23. Ashenfelter, Orley (Princeton), & Graddy, Kathryn, "Sale Rates and Price Movements in Art Auctions" (2011).

Abstract: This paper examines the relationship between sale rates and price shocks in art auctions.   Using data on contemporary and impressionist art, we show that while sale rates appear to have little relationship to current prices, there exists a strong negative relationship of sale rates to unexpected price shocks, which is reminiscent of a Phillips curve.  We  estimate an empirical model that suggests that the reserve price is set on average at  about 70% of the low estimate.

22. Mann, Catherine, & Sanyal, Paroma, "The Financial Structure of Startup Firms: The Role of Assets, Information, and Entrepreneur Characteristics" (2010).

Abstract: Using the Kauffman Firm Survey, we examine how characteristics of a startup's assets, information about the startup, and entrepreneur attributes relate to financial structure at inception. Startups with more physical assets or those where the entrepreneurs have other similar businesses are more likely to use external debt in the financial structure since these assets have a high liquidation value. Startups with human capital embodied in the entrepreneur or intellectual property assets have a lower probability of using debt, consistent with the higher asset specificity and lower collateral value of these assets. Startups characterized as small, unincorporated, solo, first-time, or home-office-based are more likely to be financed by self, family and friends, and importantly through credit cards, as these have both highly specific assets and information opacity. More educated founders and non-African American founders are more likely to be financed by external sources. Controlling for other attributes of the startup, the financial structure of women-owned startups does not differ from that of other startups. Hi-tech startups' financial structure differs significantly from that of startups in other business sectors.

21. Menon, Nidhiya, "Got Technology? The Impact of Computers and Cell-phones on Productivity in a Difficult Business Climate: Evidence from Firms with Female Owners in Kenya" (2010).
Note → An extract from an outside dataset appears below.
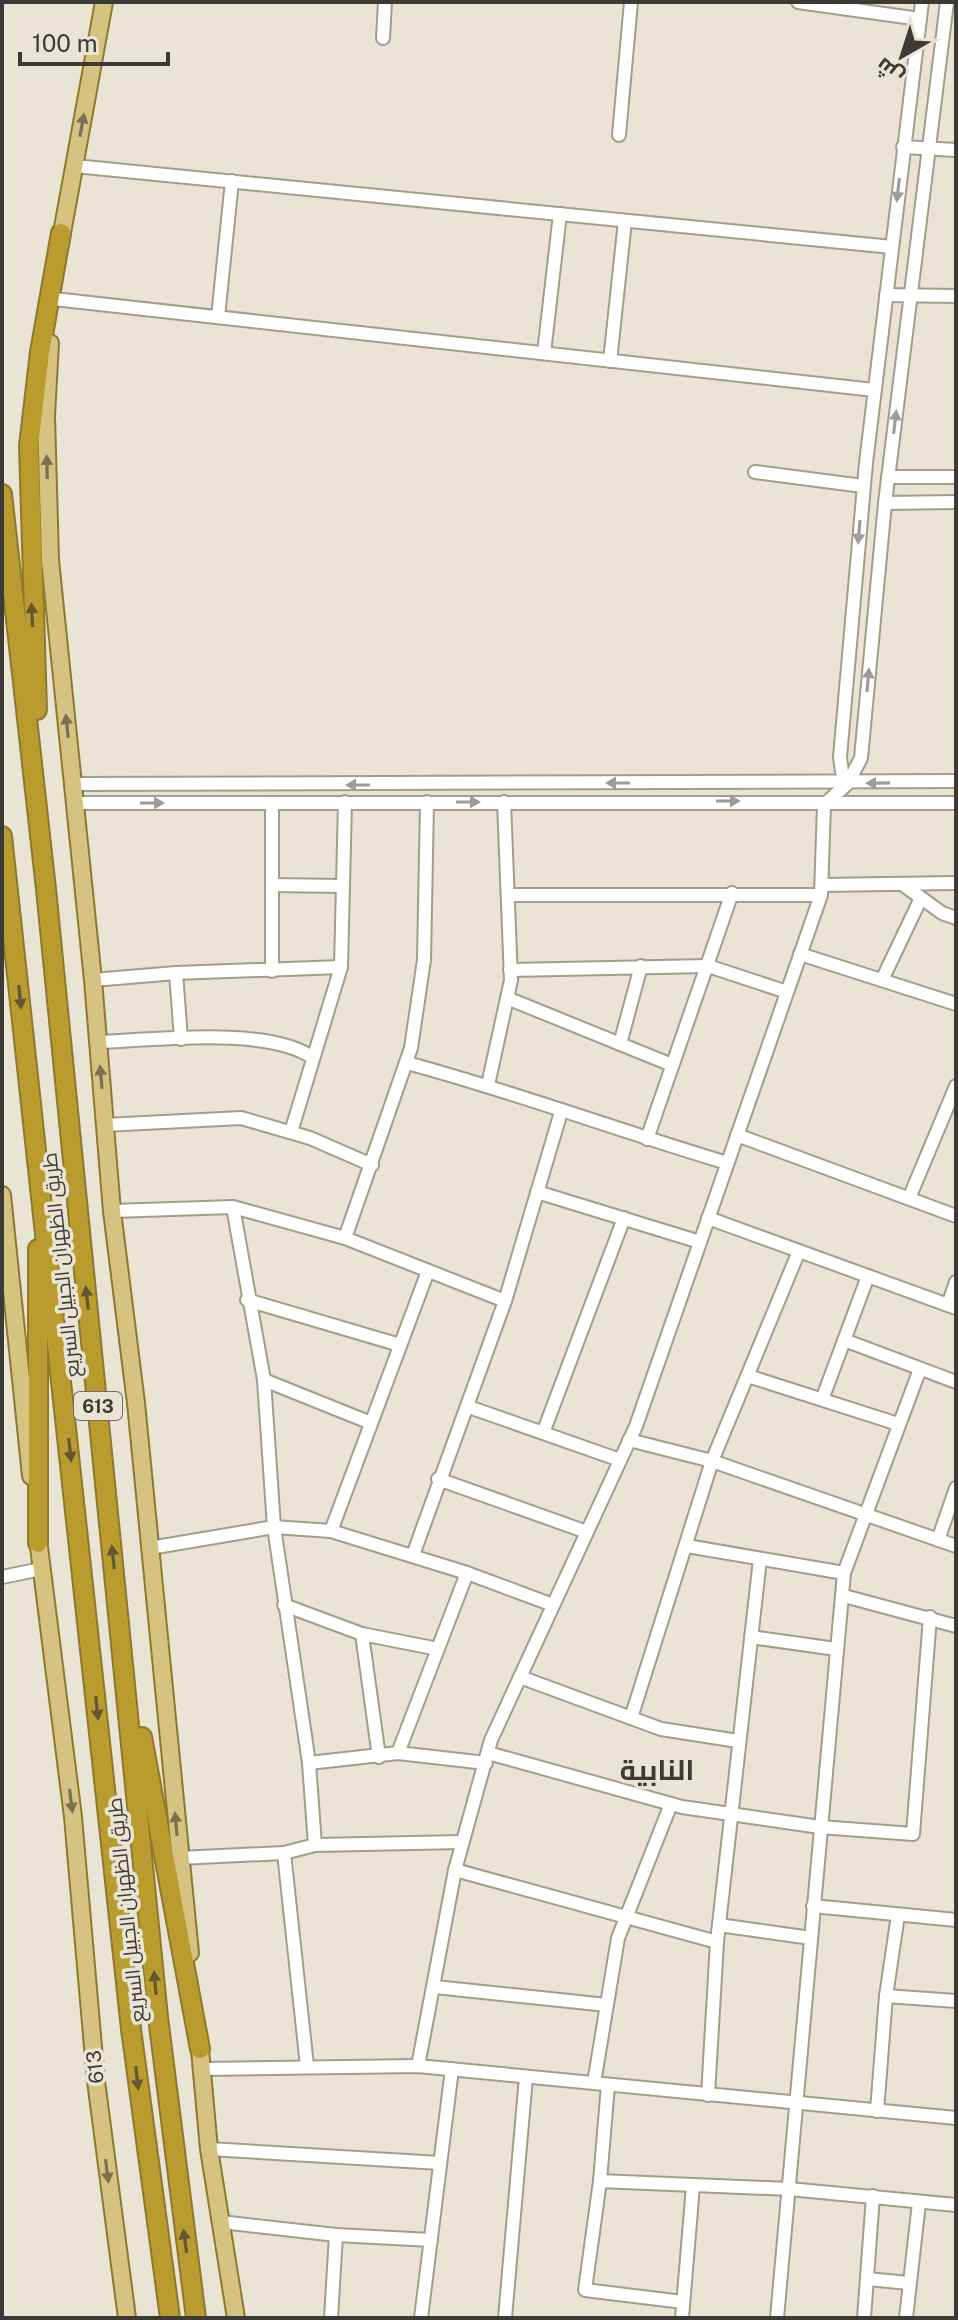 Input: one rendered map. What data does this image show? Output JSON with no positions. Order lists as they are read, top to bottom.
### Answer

Abstract: Firms in Kenya rely on technologies such as computers, cell-phones, and generators to overcome constraints associated with regulations, infrastructure, security, workforce, corruption, and finance.  This study shows that such reliance has significant positive impacts on productivity as measured by value-added per worker, especially for firms with female principal owners.  The exogenous component of technology ownership is isolated by using information on the regional presence of missionary schools from Kenya’s colonial past, as well as geographical indicators such as rainfall, changes in forest cover, and average regional elevation.  Results indicate that for firms with female owners, technology adoption improves value-added per worker by about 49 percentage points.  It is also statistically evident that for such firms, the ownership of technologies such as computers, cell-phones, and generators succeeds in mitigating the costs of business obstacles.  For male-owned firms, such patterns are absent.